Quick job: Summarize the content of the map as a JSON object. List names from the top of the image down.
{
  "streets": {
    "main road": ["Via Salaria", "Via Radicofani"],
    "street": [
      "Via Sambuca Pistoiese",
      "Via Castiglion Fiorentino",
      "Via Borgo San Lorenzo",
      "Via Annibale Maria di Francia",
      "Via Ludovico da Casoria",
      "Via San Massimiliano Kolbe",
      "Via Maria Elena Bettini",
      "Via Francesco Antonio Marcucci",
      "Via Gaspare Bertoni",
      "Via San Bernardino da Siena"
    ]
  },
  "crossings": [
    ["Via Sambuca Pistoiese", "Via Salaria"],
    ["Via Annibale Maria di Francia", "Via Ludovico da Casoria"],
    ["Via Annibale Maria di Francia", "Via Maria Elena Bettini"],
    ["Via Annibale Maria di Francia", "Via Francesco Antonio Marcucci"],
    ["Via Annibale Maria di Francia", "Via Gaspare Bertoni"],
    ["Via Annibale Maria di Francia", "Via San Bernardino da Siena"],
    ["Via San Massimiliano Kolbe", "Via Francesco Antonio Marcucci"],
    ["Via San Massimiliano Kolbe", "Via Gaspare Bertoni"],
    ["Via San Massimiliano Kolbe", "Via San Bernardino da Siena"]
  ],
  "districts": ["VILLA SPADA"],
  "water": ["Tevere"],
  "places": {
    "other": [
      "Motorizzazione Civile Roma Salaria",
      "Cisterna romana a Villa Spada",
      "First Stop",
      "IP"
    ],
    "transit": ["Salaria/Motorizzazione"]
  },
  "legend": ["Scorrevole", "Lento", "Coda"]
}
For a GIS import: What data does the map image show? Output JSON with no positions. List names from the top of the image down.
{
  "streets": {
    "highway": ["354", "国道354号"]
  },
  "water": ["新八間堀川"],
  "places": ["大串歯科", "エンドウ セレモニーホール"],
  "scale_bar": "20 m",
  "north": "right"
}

*Your objective*. So that nothing is lost, write out each record exactly as it appears above.

*Solution for this exercise*.
Quick job: Summarize the content of the map as a JSON object. List names from the top of the image down.
{
  "streets": {
    "main road": ["Via Salaria", "Via Radicofani"],
    "street": [
      "Via Sambuca Pistoiese",
      "Via Castiglion Fiorentino",
      "Via Borgo San Lorenzo",
      "Via Annibale Maria di Francia",
      "Via Ludovico da Casoria",
      "Via San Massimiliano Kolbe",
      "Via Maria Elena Bettini",
      "Via Francesco Antonio Marcucci",
      "Via Gaspare Bertoni",
      "Via San Bernardino da Siena"
    ]
  },
  "crossings": [
    ["Via Sambuca Pistoiese", "Via Salaria"],
    ["Via Annibale Maria di Francia", "Via Ludovico da Casoria"],
    ["Via Annibale Maria di Francia", "Via Maria Elena Bettini"],
    ["Via Annibale Maria di Francia", "Via Francesco Antonio Marcucci"],
    ["Via Annibale Maria di Francia", "Via Gaspare Bertoni"],
    ["Via Annibale Maria di Francia", "Via San Bernardino da Siena"],
    ["Via San Massimiliano Kolbe", "Via Francesco Antonio Marcucci"],
    ["Via San Massimiliano Kolbe", "Via Gaspare Bertoni"],
    ["Via San Massimiliano Kolbe", "Via San Bernardino da Siena"]
  ],
  "districts": ["VILLA SPADA"],
  "water": ["Tevere"],
  "places": {
    "other": [
      "Motorizzazione Civile Roma Salaria",
      "Cisterna romana a Villa Spada",
      "First Stop",
      "IP"
    ],
    "transit": ["Salaria/Motorizzazione"]
  },
  "legend": ["Scorrevole", "Lento", "Coda"]
}
For a GIS import: What data does the map image show? Output JSON with no positions. List names from the top of the image down.
{
  "streets": {
    "highway": ["354", "国道354号"]
  },
  "water": ["新八間堀川"],
  "places": ["大串歯科", "エンドウ セレモニーホール"],
  "scale_bar": "20 m",
  "north": "right"
}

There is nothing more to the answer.